John Lee: The majority of customers want to leverage the power of AI but are struggling to put an actionable plan in place to do so. They worry about what their competition is doing and whether they are falling behind but, at the same time, are not sure what first steps to take on their journey to integrate AI into their business.

Annamalai Chockalingam: Customers are looking for AI solutions to Improve operational efficiency and deliver innovative solutions to their end customers. Easy-to-use, performant, platform-agnostic, and cost-effective solutions across the compute stack are incredibly desirable to customers.

Gabriel Sallah: All customers are looking to reduce the cost of training an ML model. Thanks to the flexibility of the cloud resources, customers can select the right GPU, storage I/O, and memory configuration for the given training model.

Gabrielle Davelaar: Costs are critical. With the current economic uncertainty, companies need to do more with less and want their AI training to be more efficient and effective. Something a lot of people are still not realizing is that training and inferencing costs can be optimized through the software layer.

What advice would you deliver to businesses looking to deploy AI or speed innovation?

Uttara Kumar: Invest in a platform that is performant, versatile, scalable, and can support the end-to-end workflow—start to finish—from importing and preparing data sets for training, to deploying a trained network as an AI-powered service using inference.

John Lee: Not every AI solution is the same. AI-optimized infrastructure matters, so be sure to understand the breadth of products and solutions available in the marketplace. And just as importantly, make sure you engage with a partner that has the expertise to help navigate the complex menu of possible solutions that best match what you need.

Sooyoung Moon, Senior HPC + AI Specialist, Microsoft: No amount of investment can guarantee success without thorough early-stage planning. Reliable and scalable infrastructure for continuous growth is critical.
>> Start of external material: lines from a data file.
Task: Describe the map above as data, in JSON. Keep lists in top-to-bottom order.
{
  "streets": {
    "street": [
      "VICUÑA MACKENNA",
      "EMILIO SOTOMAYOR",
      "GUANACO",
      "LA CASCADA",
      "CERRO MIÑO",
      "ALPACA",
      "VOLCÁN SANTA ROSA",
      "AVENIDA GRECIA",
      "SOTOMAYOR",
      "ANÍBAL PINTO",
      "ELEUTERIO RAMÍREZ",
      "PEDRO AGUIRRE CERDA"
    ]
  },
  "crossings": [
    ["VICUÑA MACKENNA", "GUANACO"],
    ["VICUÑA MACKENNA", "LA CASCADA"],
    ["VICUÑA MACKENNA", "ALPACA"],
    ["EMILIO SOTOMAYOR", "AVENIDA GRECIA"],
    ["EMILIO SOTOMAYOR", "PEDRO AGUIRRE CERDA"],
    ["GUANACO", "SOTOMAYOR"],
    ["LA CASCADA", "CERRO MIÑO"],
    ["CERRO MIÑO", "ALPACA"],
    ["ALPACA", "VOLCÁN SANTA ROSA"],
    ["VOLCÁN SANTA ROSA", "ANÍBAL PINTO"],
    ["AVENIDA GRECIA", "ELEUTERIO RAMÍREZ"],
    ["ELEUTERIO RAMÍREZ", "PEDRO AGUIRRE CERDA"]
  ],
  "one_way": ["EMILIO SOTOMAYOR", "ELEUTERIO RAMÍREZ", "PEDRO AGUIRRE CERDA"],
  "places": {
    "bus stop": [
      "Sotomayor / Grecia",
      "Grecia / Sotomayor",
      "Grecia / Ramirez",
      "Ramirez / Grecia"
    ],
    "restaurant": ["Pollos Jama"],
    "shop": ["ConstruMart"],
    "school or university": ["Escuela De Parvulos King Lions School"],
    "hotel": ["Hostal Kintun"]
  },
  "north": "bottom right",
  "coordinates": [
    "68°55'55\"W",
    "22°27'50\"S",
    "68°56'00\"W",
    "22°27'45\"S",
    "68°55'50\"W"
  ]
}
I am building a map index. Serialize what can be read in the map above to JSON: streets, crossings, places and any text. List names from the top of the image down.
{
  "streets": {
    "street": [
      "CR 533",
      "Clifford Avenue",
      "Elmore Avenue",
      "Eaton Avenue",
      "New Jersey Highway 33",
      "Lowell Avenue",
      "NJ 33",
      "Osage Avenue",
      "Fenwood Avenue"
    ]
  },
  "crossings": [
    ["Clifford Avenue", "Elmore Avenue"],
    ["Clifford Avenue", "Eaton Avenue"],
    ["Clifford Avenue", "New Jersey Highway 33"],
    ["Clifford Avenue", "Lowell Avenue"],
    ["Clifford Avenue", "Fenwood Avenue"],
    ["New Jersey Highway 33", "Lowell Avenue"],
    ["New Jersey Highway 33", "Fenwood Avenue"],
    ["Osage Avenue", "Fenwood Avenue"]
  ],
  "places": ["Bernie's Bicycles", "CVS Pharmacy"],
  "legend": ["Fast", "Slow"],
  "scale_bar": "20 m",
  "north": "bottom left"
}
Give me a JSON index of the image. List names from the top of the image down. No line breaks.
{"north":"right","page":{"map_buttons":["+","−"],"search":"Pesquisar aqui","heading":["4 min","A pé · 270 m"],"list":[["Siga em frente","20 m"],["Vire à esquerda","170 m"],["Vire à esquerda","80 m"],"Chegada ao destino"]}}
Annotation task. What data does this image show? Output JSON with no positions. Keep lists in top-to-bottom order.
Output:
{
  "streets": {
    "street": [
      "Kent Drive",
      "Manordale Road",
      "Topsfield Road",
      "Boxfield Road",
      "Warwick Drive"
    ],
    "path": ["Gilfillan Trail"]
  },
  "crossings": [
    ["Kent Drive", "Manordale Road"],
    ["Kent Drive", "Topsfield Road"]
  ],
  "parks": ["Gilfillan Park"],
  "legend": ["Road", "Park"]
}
Kent Altena: Understand your workflow first. What do you want to solve? Is it primarily a calculation-driven solution, or is it built upon a data graph-driven workload? Having that in mind will go a long way to determining the best or optimal approach to start down.

Gabriel Sallah: What are the dependencies across various teams responsible for creating and using the platform? Create an enterprise-wide architecture with common toolsets and services to avoid duplication of data, compute monitoring, and management.

Sheila Mueller: Involve stakeholders from IT and Lines of Business to ensure all parties agree to the business benefits, technical benefits, and assumptions made as part of the business case.